Conversations that revolve around human-rights related concerns in Israel are generally focused on two issues: Israel’s treatment of Palestinians and of asylum seekers from various African nations. An often overlooked issue, though equally pressing, is the plight of migrant workers in Israel who come in search of work.
By the end of the 1980s, approximately 115,000 Palestinians worked in Israel, commonly in agriculture, construction and other service-related positions. As a result of security concerns and the subsequent restriction of Palestinian movement into Israel, that number has shrunk significantly over the last 25 years. To make up the difference in its labor force, Israel began granting more permits to migrant workers, whose number is currently estimated to be near 300,000 (far outweighing the number of African asylum seekers). This constitutes a significant 11% of the entire Israeli labor force, twice the average in OECD members.
Migrant workers largely arrive to Israel from underdeveloped countries in Asia, Eastern Europe and Latin America. A fact-finding mission of the International Federation for Human Rights (FIDH; 2003) found that over two-thirds of these 300,000 migrant workers are in Israel illegally, even though many of them entered the country legally. This is due to their possession of expired visas — many workers cannot afford to travel back home — or as a result of changing jobs or employers. Consequently, their rights are even more limited than they were upon entry, and like undocumented workers elsewhere, they withhold from complaining to the authorities out of fear of arrest or deportation, which occur frequently. Moreover, their passports are often held by their employers, and if they protest to their employers they will in all probability be fired, if not have their legal identification confiscated permanently. Sometimes Israel’s very own Interior Ministry hands the worker’s passport to his or her employer, further binding migrant workers to their employers.
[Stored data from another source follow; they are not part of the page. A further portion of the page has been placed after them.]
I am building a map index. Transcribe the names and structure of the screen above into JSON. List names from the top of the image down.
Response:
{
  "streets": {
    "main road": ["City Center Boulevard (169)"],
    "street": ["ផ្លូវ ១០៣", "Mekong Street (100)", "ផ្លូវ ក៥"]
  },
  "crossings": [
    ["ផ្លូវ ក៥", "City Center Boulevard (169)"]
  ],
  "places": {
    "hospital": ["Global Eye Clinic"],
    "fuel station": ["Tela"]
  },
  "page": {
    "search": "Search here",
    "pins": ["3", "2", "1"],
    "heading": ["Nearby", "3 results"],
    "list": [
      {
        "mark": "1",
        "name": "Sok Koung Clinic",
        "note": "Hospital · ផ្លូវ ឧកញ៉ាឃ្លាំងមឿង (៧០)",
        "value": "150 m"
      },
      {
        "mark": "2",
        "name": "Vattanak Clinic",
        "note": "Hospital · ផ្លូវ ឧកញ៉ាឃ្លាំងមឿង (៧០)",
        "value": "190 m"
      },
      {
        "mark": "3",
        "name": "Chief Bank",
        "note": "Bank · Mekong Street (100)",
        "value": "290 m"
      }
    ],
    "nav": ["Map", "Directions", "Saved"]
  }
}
In some instances, similar to victims of human traffickers, the FIDH has found that migrant workers paid several thousands of dollars to enter Israel after signing false contracts entitling them to decent salaries in Israel. Upon entry, they find that these jobs do not exist, and they often end up indebted, jobless and homeless. The FIDH report found that this process is further fueled by the lucrative nature of recruiting foreign workers in to Israel. On one occasion, the FIDH learned that an Israeli firm that recruits migrant workers had put out a notice offering $3,000 for the return of six Romanians who had fled their employers, evoking unsettling parallels to slave catchers during the antebellum period. The Israeli government does nothing to ensure that foreign workers do not become indebted to their employers, which often takes an entire year of labor to repay.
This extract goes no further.